Adrian R. Morrison, DVM, Ph.D.
Professor Emeritus of Behavioral Neuroscience, School of Veterinary Medicine, University of Pennsylvania
Adrian R. Morrison is a veterinarian and professor in the department of animal biology at the University of Pennsylvania. In addition to his writings on issues in the health field, he has written a number of articles on the ethics and proper use of animals in the advancement of medical knowledge. In 1991, he received the Scientific Freedom and Responsibility Award from the American Society for the Advancement of Science. He has served as director of the program for animal research issues at the Alcohol, Drug Abuse and Mental Health Administration and the National Institute of Mental Health. He also received a MERIT Award from the National Institute of Mental Health and the 2001 Distinguished Scientist Award from the Sleep Research Society. He has a B.A. from Franklin and Marshall College, D.V.M. and M.S. from Cornell University and Ph.D. from the University of Pennsylvania.
Man’s relationship to animals has a central role in the story of civilization – past, present and future. It’s a relationship that continues to evolve. Domestication of animals was a two-way street, with both man and the animals benefiting. Throughout history, beasts have been loved, caressed, feared, starved, beaten, stuffed and ignored. During the 19th century, we evolved toward a modern view of animals. It was then that England passed the Cruelty to Animals Act – the first law giving animals some protections from cruel practices such as baiting bulls with dogs. It gave vivisection, the act of performing scientific experiments on live animals something of a pass because people could see the research was doing something for them.
In the 20th Century, we saw the animal rights/ animal liberation movement come into being. The dramatic shift in the population away from farms had the effect of reducing animal awareness to the relationship people had with their pets. In 1975, Peter Singer authored “Animal Liberation” which, among other things, drew philosophically from the liberation movements that pervaded society in the 1960’s. By 1983, it was obvious how radicalized the movement had become when Ingrid Newkirk, National Director of People for the Ethical Treatment of Animals (PETA) equated the lives of animals with humans when she said, “Six million Jews died in concentration camps but six billion broiler chickens will die this year in slaughter houses.” Newkirk explained that animal liberationists do not separate out the human animal so there is no rational basis for saying that a human being has special rights. In other words, a rat is a pig is a dog is a boy.
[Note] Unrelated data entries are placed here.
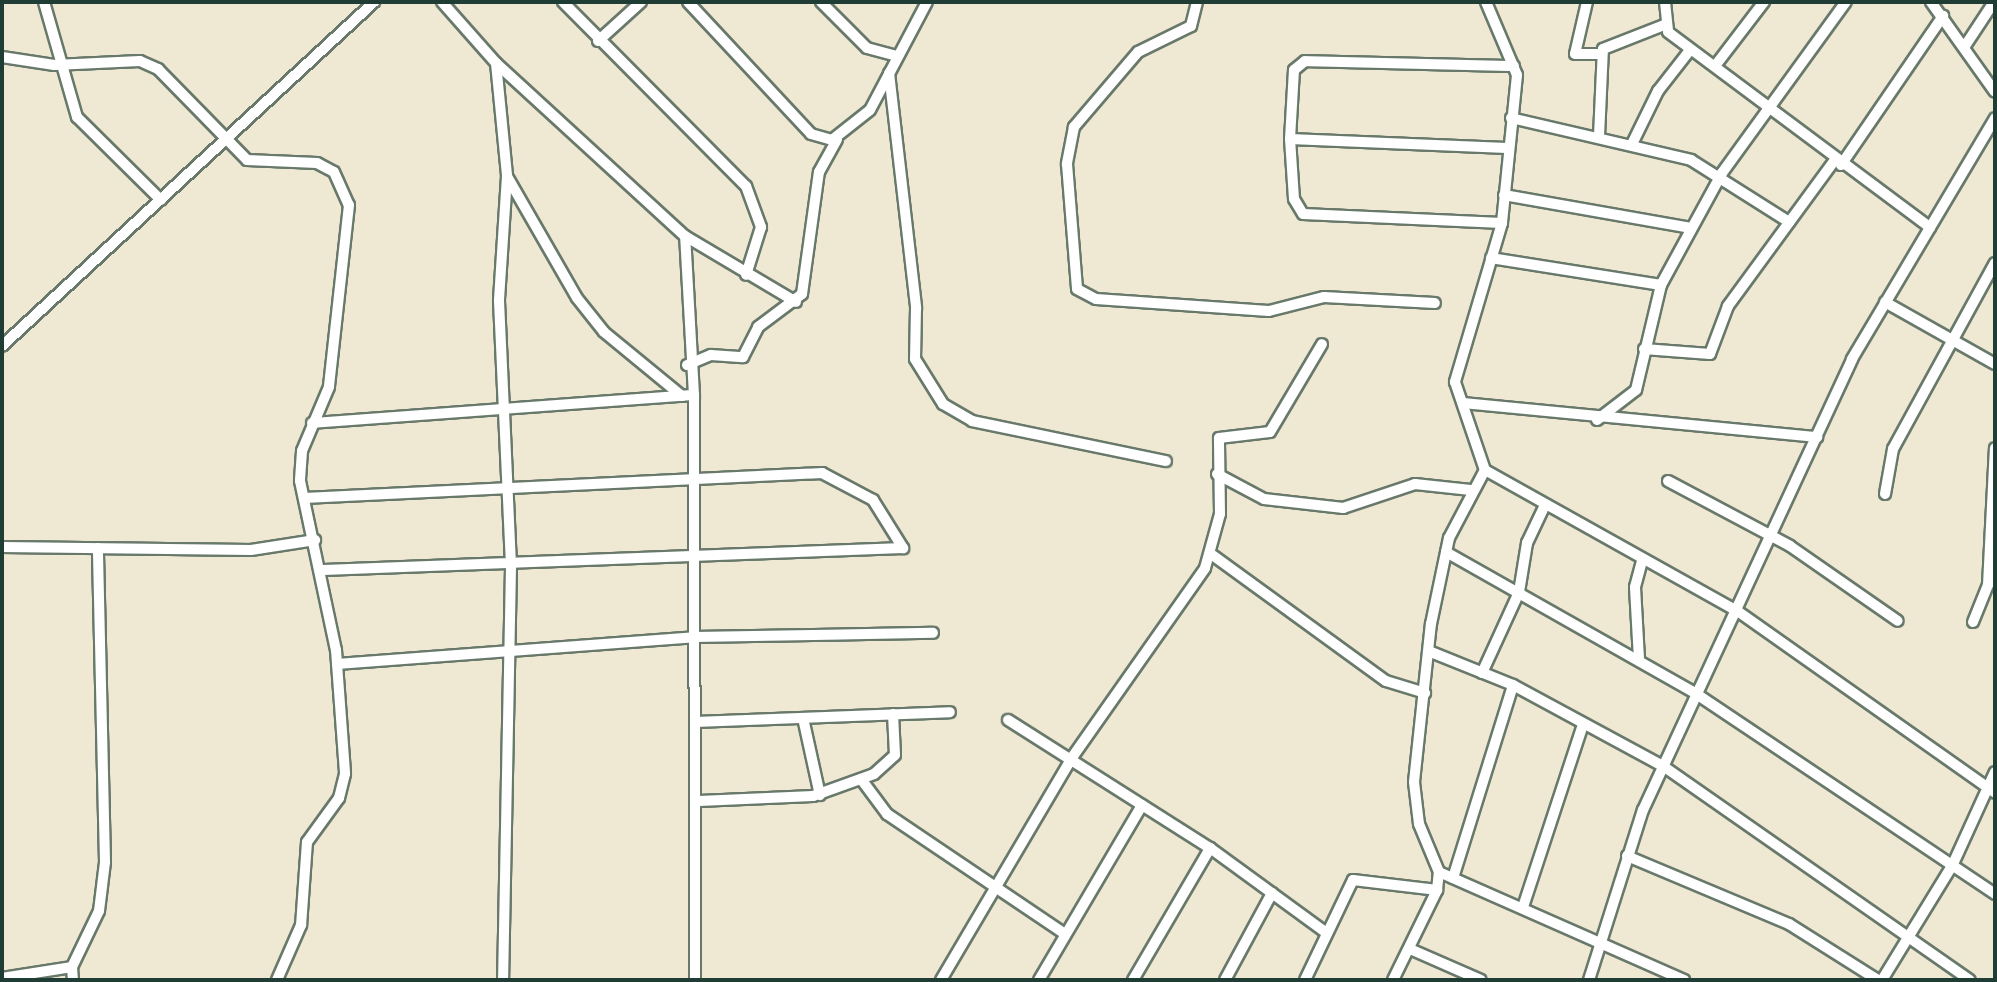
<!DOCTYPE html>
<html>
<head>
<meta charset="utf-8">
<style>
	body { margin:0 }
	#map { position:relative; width:1997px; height:982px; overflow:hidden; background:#efe8d2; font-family:Mynerve,sans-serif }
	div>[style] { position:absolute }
	.roads { filter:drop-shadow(2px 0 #68796b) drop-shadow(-2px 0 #68796b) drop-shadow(0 2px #68796b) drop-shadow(0 -2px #68796b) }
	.street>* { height:10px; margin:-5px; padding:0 5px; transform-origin:5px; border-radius:5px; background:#fff }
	span { translate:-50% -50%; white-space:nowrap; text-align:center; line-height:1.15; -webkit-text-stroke:7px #f6f6f2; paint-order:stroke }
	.frame { position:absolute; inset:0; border:4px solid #1f3d34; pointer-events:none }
</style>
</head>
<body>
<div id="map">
	<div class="roads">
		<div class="street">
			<div style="left:44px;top:2px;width:120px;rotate:74deg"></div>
			<div style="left:77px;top:117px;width:118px;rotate:44.7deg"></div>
			<div style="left:442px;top:2px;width:81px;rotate:48.5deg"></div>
			<div style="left:496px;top:63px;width:256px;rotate:42.5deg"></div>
			<div style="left:685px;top:236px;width:129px;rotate:30.7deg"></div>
			<div style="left:563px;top:2px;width:260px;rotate:45.2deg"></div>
			<div style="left:746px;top:186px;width:44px;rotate:69.9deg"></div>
			<div style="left:761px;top:227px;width:50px;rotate:107.4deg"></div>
			<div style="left:688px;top:2px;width:180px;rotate:47deg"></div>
			<div style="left:811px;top:134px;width:22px;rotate:16deg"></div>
			<div style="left:832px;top:140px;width:48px;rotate:-38.3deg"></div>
			<div style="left:870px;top:110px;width:122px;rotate:-62.2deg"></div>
			<div style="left:821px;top:2px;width:65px;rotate:45deg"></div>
			<div style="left:867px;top:48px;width:30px;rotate:15deg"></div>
			<div style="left:1197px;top:2px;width:25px;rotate:104deg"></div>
			<div style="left:1191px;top:26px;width:59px;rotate:153.9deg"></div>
			<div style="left:1138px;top:52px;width:99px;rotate:130.5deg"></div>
			<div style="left:1074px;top:127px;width:38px;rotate:101deg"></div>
			<div style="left:1067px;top:164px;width:125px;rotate:85.4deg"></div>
			<div style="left:1077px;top:289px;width:21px;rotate:28deg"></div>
			<div style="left:1096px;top:299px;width:173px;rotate:4deg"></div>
			<div style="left:1269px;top:311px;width:57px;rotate:-14.3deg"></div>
			<div style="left:1324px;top:297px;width:111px;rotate:3.1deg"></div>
			<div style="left:1486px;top:2px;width:79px;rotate:67deg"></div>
			<div style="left:1517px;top:75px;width:149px;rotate:95.8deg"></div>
			<div style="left:1502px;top:223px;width:166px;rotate:106.5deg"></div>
			<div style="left:1455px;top:382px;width:93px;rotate:71.2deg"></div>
			<div style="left:1485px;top:470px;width:287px;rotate:29.2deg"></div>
			<div style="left:1736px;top:610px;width:317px;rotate:35.2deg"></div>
			<div style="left:1587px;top:2px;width:53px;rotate:103deg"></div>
			<div style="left:1575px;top:54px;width:27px"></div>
			<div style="left:1665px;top:2px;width:30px;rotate:84deg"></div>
			<div style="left:1668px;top:32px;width:327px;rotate:36.7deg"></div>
			<div style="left:1931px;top:2px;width:110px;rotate:54.6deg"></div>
			<div style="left:598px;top:41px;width:58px;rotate:-42.2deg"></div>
			<div style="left:1965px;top:46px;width:53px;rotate:-56.6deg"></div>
			<div style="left:2px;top:57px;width:53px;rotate:8.7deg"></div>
			<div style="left:54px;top:65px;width:86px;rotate:-2.7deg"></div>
			<div style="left:140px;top:61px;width:20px;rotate:24deg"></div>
			<div style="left:158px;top:69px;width:127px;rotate:45.6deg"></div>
			<div style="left:247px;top:160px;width:70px;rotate:2.5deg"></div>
			<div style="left:317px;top:163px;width:19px;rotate:28deg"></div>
			<div style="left:334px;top:172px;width:36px;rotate:66deg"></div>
			<div style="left:349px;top:205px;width:183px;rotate:96.3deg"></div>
			<div style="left:329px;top:387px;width:69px;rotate:112.9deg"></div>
			<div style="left:302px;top:451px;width:30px;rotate:94deg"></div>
			<div style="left:300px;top:481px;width:173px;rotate:78deg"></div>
			<div style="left:336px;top:650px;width:124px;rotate:85.8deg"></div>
			<div style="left:345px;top:774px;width:25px;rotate:104deg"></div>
			<div style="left:339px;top:798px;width:54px;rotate:126deg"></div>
			<div style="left:307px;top:842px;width:83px;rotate:94.1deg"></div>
			<div style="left:301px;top:925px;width:60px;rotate:113.6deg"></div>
			<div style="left:496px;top:63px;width:114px;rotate:84.4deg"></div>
			<div style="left:507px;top:176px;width:125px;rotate:93.7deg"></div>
			<div style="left:499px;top:301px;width:266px;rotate:87.4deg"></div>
			<div style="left:511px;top:567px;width:413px;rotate:91.1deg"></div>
			<div style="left:1715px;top:66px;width:81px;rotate:-52.6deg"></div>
			<div style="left:889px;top:73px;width:237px;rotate:83.4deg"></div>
			<div style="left:916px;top:308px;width:51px;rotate:91.1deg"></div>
			<div style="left:915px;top:359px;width:53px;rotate:58.1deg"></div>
			<div style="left:943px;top:404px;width:34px;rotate:30deg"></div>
			<div style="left:972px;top:421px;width:198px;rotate:11.7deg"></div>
			<div style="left:1511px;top:118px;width:185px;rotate:13.1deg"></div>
			<div style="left:1691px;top:160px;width:116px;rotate:32.3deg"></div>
			<div style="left:1599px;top:136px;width:87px;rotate:-87.4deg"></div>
			<div style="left:1603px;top:49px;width:66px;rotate:-21.5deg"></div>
			<div style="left:1290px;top:139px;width:217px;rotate:2.4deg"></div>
			<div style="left:1633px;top:142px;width:57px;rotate:-63.9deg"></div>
			<div style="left:1658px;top:91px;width:52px;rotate:-52deg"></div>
			<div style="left:1841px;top:165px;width:181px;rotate:-55.6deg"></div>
			<div style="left:508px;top:178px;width:138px;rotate:60.1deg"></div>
			<div style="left:577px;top:298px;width:43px;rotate:51.5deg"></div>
			<div style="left:604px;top:332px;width:101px;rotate:39.4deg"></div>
			<div style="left:1504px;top:195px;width:190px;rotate:10deg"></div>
			<div style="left:1502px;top:223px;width:199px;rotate:-177.4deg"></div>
			<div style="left:1303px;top:214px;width:17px;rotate:-121deg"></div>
			<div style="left:1294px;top:199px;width:60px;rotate:-93.8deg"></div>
			<div style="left:1290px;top:139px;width:69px;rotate:-86.7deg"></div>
			<div style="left:1294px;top:70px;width:14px;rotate:-39deg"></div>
			<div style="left:1305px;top:61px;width:209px;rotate:1.4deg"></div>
			<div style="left:1491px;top:258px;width:172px;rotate:9deg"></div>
			<div style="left:1885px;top:302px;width:126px;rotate:29.4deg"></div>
			<div style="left:2px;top:346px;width:507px;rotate:-42.76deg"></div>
			<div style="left:1644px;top:349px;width:66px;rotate:4.3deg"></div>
			<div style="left:1710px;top:354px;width:51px;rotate:-69.4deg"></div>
			<div style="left:1728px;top:306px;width:181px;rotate:-53.8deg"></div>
			<div style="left:687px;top:365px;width:26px;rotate:-23deg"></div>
			<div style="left:711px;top:355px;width:32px;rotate:4deg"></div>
			<div style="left:743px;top:357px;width:34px;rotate:-63deg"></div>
			<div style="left:758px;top:327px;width:55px;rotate:-36.9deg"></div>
			<div style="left:802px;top:294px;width:123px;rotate:-82.1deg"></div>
			<div style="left:819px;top:172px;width:37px;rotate:-61deg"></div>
			<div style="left:694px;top:395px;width:585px;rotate:89.9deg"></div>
			<div style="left:1463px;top:403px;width:356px;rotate:5.5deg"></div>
			<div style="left:1597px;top:420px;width:49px;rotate:-37.6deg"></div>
			<div style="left:1636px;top:390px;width:108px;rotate:-76.6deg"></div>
			<div style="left:1661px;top:285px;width:128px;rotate:-61.4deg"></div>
			<div style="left:1722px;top:173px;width:211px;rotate:-54.1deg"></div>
			<div style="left:312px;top:423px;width:383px;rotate:-4.2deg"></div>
			<div style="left:694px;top:395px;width:159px;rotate:-93.2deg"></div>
			<div style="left:1217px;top:474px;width:53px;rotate:28deg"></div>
			<div style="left:1264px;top:499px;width:80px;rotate:6.5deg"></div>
			<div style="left:1343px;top:508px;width:76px;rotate:-18.4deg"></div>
			<div style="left:1415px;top:484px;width:56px;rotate:6.1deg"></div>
			<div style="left:1668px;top:481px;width:138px;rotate:28deg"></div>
			<div style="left:1790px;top:546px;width:131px;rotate:34.8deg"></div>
			<div style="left:1885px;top:494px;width:46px;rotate:-79.9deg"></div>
			<div style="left:1893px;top:449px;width:212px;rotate:-61.3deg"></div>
			<div style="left:304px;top:498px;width:519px;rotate:-2.76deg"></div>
			<div style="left:822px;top:473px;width:58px;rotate:27.9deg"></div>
			<div style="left:873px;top:500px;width:57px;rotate:58deg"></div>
			<div style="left:903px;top:548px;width:580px;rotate:177.83deg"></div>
			<div style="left:2px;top:547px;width:249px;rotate:0.7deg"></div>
			<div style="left:251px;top:550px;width:65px;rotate:-8.9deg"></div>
			<div style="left:1446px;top:552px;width:286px;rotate:29.5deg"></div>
			<div style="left:1695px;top:693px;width:361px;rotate:33.8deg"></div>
			<div style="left:1211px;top:554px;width:216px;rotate:36deg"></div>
			<div style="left:1386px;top:681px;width:41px;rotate:17.1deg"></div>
			<div style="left:1973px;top:622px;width:40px;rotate:-68deg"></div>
			<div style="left:1988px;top:585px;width:137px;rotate:-87.1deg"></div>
			<div style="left:1431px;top:652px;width:88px;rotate:21.9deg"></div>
			<div style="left:1513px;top:685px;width:170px;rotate:28.4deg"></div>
			<div style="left:1663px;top:766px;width:374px;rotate:34.9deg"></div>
			<div style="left:1639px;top:659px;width:72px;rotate:-93.2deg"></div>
			<div style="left:1635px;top:587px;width:27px;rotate:-75deg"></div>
			<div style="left:337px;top:664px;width:358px;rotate:-4.3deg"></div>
			<div style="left:694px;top:637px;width:239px;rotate:-1deg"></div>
			<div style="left:1482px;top:673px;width:89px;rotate:-65.4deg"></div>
			<div style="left:1519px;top:592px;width:50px;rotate:-80.7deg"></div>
			<div style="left:1527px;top:543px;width:42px;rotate:-64.7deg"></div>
			<div style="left:803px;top:718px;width:79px;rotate:77.6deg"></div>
			<div style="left:1008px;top:720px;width:239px;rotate:32.4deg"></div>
			<div style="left:1210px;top:848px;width:141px;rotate:36.1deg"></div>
			<div style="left:695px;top:722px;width:255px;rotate:-2.2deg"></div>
			<div style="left:861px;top:779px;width:44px;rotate:53.4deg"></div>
			<div style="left:887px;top:814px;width:215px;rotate:34deg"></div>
			<div style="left:699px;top:801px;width:114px;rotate:-2.5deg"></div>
			<div style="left:813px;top:796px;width:65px;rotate:-19.8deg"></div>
			<div style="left:874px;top:774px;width:28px;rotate:-42deg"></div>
			<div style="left:895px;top:755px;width:41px;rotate:-92.8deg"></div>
			<div style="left:1627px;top:856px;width:176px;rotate:22.8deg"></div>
			<div style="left:1789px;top:924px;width:105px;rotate:32.2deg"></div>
			<div style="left:1439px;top:872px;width:268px;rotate:23.8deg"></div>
			<div style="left:1453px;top:878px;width:202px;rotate:-72.7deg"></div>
			<div style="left:1524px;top:904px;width:188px;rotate:-71.8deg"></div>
			<div style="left:1410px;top:949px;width:77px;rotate:23.6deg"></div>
			<div style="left:72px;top:967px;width:62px;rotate:-64.3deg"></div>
			<div style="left:99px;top:911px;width:49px;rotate:-83deg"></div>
			<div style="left:105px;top:862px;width:314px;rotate:-91.3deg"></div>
			<div style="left:2px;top:978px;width:71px;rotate:-8.9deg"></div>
			<div style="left:72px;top:967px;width:13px;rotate:86deg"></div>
			<div style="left:941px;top:980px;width:256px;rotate:-59.5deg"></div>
			<div style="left:1071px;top:759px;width:233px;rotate:-54.9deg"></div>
			<div style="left:1205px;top:568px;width:56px;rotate:-74.5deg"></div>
			<div style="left:1220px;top:514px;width:76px;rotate:-90.8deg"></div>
			<div style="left:1219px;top:438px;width:51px;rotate:-6.7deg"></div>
			<div style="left:1270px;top:432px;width:102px;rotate:-59.4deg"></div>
			<div style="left:1039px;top:980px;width:203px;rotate:-59.5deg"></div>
			<div style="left:1133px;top:980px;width:153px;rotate:-59.7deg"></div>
			<div style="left:1225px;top:980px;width:99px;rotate:-61.6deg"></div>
			<div style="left:1305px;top:980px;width:111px;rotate:-64.4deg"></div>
			<div style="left:1353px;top:880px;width:85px;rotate:6.8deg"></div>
			<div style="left:1393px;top:980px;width:100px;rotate:-63.9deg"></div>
			<div style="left:1437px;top:890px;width:18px;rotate:-84deg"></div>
			<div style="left:1439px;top:872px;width:52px;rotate:-112.6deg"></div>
			<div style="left:1419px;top:824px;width:42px;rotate:-96.8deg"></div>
			<div style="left:1414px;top:782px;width:159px;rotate:-83.9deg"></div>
			<div style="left:1431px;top:624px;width:88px;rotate:-78.2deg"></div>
			<div style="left:1449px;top:538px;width:77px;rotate:-62.1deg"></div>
			<div style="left:1589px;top:980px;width:178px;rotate:-72.4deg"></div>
			<div style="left:1643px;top:810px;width:497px;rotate:-65.1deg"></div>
			<div style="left:1852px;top:359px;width:280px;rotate:-59.3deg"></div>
			<div style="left:1882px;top:980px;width:136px;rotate:-58.5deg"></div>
			<div style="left:1953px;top:864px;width:101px;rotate:-65.5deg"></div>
		</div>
	</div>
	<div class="frame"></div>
</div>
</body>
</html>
In the 1990’s, Michael W. Fox, a former vice president of the Humane Society of the United States took this logic a step farther, saying that the life of an ant and the life of his child should be given equal consideration. Joining this chorus was the Animal Liberation Front which suggested killing doctors involved with animal testing to save the lives of animals. From 1981 to 2005, there were 836 incidents of extremist action against biomedical research and associated industries that caused $200 million in damages and included arson, bombing, vandalism, demonstrations and boycotts.
This movement has led to legislation such as the law that bans sow farrowing crates in Florida and restrictions on how veal is produced elsewhere. Fast food companies have responded to this pressure by insisting on animal welfare standards among producers with whom they contract. Ordinances in several municipalities and the state of Rhode Island now mandate the use of the term “guardian” of a pet to replace “owner”, thus conferring certain, albeit unspecified rights to animals.
The animal welfare/rights groups are well-funded whereas the funding from the research and agricultural communities to respond to the challenge they pose is minor by comparison. Legal protections for those who work with animals for the betterment of society are weak. Efforts are currently underway to strengthen the Animal Enterprise Protection Act. Meanwhile, the philosophical debate goes on as to whether animals have rights. We are parents to the healthiest generation the world has ever seen – due in no small measure do to our ability to utilize animals in order to continue the medical and agricultural progress.
In an effort to provide wide-ranging views and perspectives regarding the practice of and issues surrounding agriculture, the Philadelphia Society for Promoting Agriculture (PSPA) seeks speakers representing a variety of perspectives. The statements and opinions they present are strictly their own and do not necessarily represent the views of PSPA.